Are you taking and capturing that data so if more women come forward and their symptoms improve, it would perhaps help research in this area?
There has been a lot of research. I was thinking through before this, how would you set up research to try to identify that and it is a really difficult area. Let us not get into the technicalities of it, but at the moment, I would not be able to say to you, “Yes, we capture that information in a particular way.”
There may be opportunities to do that and to expand on the issue of the breast implant registry. If there were issues with particular implants, would there be a warning system or a flag?
The aim of the registries is to have follow-up information. This is in the world of clinical effectiveness and comes from things such as, for example, Baroness Cumberlege’s report. When we implant things, in the long term, and there are failures of those devices, such as rupture or symptoms attributable to those devices, we are able to record that in a way that is practical and simple so that people are encouraged to do it, which will mean we get the best data capture we can.

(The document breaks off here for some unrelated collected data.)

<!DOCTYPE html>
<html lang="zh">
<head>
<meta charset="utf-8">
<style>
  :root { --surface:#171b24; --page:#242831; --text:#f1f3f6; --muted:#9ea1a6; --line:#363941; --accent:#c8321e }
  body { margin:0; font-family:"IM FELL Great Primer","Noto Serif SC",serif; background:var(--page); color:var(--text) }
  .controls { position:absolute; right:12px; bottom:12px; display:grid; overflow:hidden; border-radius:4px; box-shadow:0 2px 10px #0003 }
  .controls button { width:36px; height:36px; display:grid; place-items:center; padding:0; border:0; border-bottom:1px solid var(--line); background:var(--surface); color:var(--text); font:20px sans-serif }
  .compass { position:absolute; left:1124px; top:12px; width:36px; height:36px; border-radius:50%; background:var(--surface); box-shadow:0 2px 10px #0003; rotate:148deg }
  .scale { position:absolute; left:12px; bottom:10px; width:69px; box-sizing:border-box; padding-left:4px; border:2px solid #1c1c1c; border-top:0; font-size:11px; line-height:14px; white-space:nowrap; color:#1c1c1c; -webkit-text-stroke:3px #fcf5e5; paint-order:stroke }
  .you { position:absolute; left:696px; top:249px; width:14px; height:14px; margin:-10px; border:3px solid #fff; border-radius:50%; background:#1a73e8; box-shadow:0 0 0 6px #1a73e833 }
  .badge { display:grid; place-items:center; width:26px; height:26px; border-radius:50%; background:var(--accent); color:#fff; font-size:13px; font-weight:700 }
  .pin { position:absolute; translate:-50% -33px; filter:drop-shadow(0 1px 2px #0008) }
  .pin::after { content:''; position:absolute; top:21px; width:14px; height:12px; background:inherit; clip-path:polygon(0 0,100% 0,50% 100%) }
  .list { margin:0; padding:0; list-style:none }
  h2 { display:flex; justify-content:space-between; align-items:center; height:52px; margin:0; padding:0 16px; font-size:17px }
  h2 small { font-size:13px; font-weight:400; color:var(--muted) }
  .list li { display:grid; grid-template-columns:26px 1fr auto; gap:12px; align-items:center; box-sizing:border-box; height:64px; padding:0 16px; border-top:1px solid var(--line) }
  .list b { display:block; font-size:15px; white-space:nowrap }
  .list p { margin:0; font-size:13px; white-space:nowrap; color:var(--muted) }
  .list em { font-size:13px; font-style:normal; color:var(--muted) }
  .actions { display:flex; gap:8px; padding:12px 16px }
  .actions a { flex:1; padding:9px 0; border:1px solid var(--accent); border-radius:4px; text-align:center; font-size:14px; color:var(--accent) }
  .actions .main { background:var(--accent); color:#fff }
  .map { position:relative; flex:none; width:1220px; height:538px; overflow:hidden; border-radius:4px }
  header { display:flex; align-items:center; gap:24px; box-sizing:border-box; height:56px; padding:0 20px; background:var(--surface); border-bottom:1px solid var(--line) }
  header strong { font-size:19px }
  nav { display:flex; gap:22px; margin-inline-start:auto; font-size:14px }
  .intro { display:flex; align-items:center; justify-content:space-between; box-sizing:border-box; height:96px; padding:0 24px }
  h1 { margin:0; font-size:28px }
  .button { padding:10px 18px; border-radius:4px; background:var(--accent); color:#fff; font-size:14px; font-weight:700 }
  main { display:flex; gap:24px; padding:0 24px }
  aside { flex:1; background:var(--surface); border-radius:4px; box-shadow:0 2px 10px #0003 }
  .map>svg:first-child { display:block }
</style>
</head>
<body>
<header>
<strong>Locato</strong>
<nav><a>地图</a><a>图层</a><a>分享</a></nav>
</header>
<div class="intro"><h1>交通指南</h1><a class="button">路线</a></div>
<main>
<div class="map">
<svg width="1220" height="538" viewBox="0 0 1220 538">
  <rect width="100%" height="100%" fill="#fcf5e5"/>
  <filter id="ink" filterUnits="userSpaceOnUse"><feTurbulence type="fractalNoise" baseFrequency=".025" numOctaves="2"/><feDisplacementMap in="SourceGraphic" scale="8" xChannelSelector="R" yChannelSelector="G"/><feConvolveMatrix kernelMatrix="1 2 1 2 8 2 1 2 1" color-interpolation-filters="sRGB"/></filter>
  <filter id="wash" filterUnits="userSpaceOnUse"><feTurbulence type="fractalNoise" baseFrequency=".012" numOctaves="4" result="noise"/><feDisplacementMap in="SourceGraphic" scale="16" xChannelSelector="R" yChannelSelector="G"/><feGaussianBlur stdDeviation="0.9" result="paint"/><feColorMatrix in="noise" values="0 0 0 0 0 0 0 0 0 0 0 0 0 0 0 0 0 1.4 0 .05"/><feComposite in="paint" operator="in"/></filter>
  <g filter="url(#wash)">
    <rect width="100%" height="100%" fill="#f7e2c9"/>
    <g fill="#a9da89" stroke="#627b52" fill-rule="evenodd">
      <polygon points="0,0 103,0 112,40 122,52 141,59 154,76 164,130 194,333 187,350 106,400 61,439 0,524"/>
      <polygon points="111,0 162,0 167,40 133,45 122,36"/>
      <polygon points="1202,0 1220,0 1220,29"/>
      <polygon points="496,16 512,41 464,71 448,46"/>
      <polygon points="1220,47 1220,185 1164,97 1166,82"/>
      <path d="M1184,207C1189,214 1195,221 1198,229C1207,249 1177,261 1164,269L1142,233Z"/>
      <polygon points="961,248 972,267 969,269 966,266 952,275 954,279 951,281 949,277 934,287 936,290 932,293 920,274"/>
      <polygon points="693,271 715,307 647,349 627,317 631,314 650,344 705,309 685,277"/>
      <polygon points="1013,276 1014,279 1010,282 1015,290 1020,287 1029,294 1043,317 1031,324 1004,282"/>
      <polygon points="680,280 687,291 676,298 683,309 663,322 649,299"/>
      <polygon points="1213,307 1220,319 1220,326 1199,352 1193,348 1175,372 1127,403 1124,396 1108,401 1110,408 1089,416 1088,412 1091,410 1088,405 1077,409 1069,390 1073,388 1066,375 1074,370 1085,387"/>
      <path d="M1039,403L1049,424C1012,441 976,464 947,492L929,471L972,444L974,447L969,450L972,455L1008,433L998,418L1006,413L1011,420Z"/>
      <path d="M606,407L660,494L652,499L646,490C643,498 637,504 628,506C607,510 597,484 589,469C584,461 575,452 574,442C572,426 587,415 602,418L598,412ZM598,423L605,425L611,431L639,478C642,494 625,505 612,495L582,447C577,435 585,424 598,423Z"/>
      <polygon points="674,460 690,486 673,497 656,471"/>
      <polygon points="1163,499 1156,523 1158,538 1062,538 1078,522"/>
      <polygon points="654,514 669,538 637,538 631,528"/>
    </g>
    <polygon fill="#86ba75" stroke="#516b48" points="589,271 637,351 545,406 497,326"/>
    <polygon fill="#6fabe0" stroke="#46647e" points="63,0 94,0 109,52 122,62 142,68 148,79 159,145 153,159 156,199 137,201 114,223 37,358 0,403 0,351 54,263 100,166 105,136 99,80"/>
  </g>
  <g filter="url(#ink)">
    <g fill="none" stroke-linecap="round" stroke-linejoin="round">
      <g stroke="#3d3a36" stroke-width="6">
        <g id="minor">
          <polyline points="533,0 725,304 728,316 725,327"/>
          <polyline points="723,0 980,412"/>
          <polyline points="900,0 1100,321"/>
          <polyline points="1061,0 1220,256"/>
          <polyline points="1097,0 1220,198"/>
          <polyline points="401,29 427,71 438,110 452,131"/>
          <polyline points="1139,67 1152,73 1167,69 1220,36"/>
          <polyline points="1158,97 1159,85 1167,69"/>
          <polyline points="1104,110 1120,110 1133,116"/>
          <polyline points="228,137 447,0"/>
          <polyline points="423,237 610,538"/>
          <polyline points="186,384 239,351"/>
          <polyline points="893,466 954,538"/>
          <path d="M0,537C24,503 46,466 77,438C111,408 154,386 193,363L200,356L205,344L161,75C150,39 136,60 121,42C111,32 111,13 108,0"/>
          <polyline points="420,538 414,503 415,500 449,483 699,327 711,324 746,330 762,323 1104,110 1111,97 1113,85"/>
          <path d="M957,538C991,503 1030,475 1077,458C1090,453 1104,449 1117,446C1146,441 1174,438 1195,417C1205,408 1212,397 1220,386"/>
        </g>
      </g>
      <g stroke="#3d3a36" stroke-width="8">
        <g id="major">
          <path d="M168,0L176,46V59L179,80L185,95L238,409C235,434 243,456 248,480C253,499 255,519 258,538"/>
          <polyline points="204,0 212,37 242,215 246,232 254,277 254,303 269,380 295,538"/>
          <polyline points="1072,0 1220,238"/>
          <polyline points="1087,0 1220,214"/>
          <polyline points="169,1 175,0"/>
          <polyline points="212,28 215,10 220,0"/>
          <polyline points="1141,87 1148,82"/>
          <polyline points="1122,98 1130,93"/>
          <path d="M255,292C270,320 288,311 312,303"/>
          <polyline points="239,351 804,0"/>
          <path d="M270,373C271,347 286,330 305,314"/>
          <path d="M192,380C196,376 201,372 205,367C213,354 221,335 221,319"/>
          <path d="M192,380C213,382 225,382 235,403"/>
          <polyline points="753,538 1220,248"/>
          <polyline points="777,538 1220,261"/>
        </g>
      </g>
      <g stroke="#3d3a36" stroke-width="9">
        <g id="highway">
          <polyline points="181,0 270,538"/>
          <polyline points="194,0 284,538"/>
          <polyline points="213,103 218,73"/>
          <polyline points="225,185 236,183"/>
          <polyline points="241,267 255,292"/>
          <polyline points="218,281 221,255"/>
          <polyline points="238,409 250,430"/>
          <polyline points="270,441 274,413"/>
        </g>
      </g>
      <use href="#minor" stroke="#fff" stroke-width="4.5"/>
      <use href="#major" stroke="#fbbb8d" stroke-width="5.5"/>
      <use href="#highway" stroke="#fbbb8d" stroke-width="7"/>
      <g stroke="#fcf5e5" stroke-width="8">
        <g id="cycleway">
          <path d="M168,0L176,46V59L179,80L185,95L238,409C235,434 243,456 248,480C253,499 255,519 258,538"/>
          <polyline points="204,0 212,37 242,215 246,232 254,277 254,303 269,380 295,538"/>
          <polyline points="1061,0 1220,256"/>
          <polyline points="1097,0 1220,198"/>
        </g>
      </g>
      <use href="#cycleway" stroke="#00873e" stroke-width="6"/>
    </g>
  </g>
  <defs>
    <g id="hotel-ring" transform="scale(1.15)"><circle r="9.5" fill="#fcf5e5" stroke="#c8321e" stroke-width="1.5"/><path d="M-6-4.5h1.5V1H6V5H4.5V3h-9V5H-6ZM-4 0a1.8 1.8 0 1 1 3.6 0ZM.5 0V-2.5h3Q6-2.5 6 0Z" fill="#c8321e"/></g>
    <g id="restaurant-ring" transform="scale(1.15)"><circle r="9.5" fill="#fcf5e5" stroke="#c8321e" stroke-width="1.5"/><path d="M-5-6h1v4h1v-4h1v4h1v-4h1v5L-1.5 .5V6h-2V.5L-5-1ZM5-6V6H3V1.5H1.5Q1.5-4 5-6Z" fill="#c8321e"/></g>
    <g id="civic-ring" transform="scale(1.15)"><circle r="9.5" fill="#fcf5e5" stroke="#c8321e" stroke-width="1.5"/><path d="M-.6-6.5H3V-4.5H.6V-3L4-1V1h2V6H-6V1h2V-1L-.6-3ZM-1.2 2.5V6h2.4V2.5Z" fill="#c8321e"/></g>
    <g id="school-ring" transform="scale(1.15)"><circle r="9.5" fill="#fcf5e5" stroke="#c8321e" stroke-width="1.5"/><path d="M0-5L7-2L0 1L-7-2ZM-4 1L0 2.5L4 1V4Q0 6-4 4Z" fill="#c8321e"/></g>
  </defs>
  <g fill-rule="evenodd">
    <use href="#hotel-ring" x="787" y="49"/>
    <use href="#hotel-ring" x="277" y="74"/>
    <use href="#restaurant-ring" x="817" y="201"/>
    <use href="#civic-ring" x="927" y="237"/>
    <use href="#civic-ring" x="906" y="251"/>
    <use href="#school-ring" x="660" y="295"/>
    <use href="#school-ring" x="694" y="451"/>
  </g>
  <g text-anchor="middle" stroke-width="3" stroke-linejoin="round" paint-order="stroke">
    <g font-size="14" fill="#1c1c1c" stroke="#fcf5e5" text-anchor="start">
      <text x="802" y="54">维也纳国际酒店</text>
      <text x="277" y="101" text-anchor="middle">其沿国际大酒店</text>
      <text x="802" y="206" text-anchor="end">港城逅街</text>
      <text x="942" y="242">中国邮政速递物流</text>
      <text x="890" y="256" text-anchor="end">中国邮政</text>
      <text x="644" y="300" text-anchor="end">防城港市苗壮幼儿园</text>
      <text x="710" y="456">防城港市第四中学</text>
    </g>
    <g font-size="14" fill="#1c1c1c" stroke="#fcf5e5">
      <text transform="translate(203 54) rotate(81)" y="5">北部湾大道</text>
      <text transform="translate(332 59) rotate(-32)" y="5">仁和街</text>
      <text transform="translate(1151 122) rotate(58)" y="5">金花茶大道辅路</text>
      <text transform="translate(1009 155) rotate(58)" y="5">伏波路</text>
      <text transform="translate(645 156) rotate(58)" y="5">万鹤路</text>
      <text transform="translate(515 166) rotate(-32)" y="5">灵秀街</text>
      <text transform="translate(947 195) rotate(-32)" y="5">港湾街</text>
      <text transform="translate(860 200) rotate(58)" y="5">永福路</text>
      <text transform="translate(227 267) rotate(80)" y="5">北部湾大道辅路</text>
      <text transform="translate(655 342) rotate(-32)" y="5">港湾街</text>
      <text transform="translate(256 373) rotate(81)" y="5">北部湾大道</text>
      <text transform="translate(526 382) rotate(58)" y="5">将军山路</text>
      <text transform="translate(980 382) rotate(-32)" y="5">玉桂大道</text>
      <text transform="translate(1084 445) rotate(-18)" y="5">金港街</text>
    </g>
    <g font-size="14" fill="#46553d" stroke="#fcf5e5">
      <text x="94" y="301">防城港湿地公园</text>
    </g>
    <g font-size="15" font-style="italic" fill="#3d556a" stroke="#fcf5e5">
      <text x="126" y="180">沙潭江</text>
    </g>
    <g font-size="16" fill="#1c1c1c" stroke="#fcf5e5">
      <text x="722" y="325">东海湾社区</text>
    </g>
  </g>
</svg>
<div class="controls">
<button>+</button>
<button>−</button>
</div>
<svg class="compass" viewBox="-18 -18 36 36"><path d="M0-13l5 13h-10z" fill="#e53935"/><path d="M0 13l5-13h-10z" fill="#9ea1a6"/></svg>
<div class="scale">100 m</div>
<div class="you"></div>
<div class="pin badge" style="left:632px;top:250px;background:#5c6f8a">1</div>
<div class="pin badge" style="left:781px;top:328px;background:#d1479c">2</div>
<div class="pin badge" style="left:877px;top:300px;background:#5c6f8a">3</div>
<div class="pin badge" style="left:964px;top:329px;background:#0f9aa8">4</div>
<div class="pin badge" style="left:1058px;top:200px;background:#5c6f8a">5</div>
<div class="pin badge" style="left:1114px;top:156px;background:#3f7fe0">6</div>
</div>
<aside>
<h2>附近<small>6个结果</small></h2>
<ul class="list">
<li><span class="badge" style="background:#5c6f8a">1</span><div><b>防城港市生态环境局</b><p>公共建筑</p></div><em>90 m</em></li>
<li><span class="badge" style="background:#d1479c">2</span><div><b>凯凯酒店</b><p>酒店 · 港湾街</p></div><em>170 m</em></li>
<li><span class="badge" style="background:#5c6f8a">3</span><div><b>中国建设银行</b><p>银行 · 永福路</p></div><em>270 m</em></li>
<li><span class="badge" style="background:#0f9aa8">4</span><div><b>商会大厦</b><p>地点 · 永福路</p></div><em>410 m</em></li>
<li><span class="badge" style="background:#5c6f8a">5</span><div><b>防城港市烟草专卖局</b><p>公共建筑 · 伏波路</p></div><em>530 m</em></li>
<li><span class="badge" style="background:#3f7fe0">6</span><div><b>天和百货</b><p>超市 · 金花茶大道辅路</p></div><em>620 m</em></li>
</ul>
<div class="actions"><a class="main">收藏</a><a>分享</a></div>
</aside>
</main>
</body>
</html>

To add to my earlier point, we are in a slightly different place because of Baroness Cumberlege’s work and the intervening time. I totally take your point about medical misogyny, and many of us would absolutely recognise it. My colleague, Baroness Merron, is working on the updated women’s health strategy. We are working with professional colleges and professional staff to make sure that women are heard, receive the right information, and that research is in the right place. It may be helpful for our colleagues at MHRA, who are obviously responsible for picking up many of the things Aidan is talking about, to monitor it all, including the implications of those devices. As Aidan was outlining, part of that is the need to get them fully tech-savvy in the new world and give them the support needed to make sure that they can register the products. We must make the reporting much slicker because we have been working with slightly antiquated systems. If you want us to add something on that, we are very happy to do so. I have been to MHRA to see the work it does; it does amazing work, but part of our work looking at the regulation sector is to modernise it to make the best use of data and technology. It is not quite where it needs to be when compared to how we track so many other things in other parts of life.
We want more data, and we want to use it in real time. I should be sitting here with a laptop on which I can tell you the exact rates of things; that is the future.
Does anybody else have any follow-up questions? No? Then it leaves me to say thank you very much, Minister, Aidan and Gavin, for your time. We will be writing to you with some follow-up questions about the data and details. That brings this session to a close.